→ Task goal
The line holding "0 #766962) drop-shadow(-1px" is the last one to output; start at the first line of the data, keep every line in between exactly, and leave out pictures.

→ The data

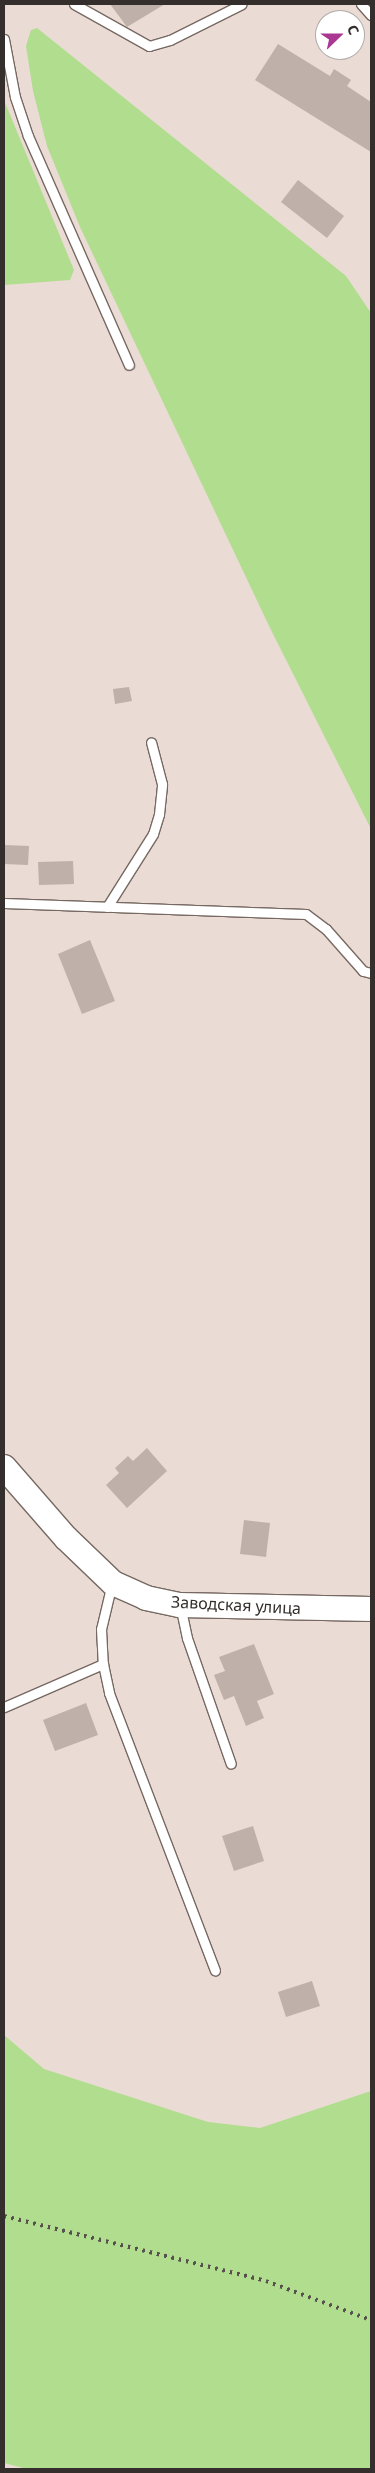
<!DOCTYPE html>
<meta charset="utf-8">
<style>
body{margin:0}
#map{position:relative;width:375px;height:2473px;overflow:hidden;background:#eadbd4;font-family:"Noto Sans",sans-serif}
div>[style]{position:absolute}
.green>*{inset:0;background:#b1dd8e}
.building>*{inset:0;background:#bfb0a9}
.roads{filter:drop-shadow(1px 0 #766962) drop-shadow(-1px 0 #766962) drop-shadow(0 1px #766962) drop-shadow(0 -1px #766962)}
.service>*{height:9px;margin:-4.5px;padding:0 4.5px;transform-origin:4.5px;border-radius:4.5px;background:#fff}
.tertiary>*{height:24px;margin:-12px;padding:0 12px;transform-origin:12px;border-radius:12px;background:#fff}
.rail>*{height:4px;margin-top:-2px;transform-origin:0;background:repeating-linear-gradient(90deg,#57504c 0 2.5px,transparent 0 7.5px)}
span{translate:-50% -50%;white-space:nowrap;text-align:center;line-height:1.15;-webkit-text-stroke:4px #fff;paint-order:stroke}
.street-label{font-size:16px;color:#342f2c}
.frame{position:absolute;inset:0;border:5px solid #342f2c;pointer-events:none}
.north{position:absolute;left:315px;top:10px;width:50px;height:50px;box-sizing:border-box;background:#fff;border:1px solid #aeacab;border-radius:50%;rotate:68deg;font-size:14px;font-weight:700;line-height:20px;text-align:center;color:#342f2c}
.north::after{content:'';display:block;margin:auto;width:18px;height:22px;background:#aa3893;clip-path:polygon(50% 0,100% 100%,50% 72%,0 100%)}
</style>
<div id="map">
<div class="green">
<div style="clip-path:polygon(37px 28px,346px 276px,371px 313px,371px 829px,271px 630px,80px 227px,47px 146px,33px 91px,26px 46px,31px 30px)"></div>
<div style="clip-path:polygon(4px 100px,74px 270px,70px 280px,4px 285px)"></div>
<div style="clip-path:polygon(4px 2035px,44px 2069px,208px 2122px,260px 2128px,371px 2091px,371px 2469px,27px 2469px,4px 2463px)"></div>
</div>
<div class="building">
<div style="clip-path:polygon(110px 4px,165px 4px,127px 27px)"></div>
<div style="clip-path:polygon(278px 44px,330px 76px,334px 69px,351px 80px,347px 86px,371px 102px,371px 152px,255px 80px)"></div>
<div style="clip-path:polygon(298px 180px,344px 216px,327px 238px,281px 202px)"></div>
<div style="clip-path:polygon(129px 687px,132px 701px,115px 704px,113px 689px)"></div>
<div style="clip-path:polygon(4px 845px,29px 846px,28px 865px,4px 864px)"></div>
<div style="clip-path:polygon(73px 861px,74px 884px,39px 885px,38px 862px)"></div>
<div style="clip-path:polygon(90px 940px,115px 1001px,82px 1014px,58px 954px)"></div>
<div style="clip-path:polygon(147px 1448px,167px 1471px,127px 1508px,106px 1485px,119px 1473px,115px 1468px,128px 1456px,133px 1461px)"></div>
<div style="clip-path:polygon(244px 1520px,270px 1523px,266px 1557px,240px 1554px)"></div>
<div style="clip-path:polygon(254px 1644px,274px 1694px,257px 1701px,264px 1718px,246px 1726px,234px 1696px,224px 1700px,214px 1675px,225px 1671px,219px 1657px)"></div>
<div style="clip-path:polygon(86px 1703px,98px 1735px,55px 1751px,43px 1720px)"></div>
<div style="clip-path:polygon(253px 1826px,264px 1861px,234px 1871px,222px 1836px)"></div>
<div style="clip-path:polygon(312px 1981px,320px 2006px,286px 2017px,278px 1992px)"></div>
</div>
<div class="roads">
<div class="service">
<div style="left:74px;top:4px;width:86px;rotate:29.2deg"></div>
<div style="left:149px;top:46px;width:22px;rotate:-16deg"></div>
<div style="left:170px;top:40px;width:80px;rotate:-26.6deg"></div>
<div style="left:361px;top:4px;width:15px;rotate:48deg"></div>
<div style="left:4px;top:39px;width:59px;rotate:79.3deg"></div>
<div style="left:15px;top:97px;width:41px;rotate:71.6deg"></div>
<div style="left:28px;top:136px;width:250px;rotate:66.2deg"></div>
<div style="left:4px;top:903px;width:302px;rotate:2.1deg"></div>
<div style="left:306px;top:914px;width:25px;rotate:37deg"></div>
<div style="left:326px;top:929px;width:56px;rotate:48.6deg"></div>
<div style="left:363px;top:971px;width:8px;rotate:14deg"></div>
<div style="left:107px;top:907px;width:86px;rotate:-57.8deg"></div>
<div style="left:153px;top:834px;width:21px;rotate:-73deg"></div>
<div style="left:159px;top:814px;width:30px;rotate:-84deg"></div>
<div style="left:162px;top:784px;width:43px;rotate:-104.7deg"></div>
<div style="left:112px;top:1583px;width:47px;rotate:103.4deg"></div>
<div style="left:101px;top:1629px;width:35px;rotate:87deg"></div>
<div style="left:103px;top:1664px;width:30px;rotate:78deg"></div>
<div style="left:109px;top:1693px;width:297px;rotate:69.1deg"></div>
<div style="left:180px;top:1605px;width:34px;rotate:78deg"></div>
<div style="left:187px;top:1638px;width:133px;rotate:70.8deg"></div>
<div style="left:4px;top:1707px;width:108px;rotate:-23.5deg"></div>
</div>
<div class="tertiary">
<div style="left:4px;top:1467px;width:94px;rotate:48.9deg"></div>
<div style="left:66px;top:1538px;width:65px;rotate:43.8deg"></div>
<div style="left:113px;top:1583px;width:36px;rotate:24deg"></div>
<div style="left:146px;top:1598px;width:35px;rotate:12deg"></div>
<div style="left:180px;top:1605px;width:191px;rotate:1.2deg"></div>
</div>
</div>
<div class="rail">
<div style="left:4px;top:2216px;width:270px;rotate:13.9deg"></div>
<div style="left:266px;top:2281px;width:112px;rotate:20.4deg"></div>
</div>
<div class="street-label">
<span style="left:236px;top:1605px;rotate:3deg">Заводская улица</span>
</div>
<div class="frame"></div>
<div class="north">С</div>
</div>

→ Answer area
<!DOCTYPE html>
<meta charset="utf-8">
<style>
body{margin:0}
#map{position:relative;width:375px;height:2473px;overflow:hidden;background:#eadbd4;font-family:"Noto Sans",sans-serif}
div>[style]{position:absolute}
.green>*{inset:0;background:#b1dd8e}
.building>*{inset:0;background:#bfb0a9}
.roads{filter:drop-shadow(1px 0 #766962) drop-shadow(-1px 0 #766962) drop-shadow(0 1px #766962) drop-shadow(0 -1px #766962)}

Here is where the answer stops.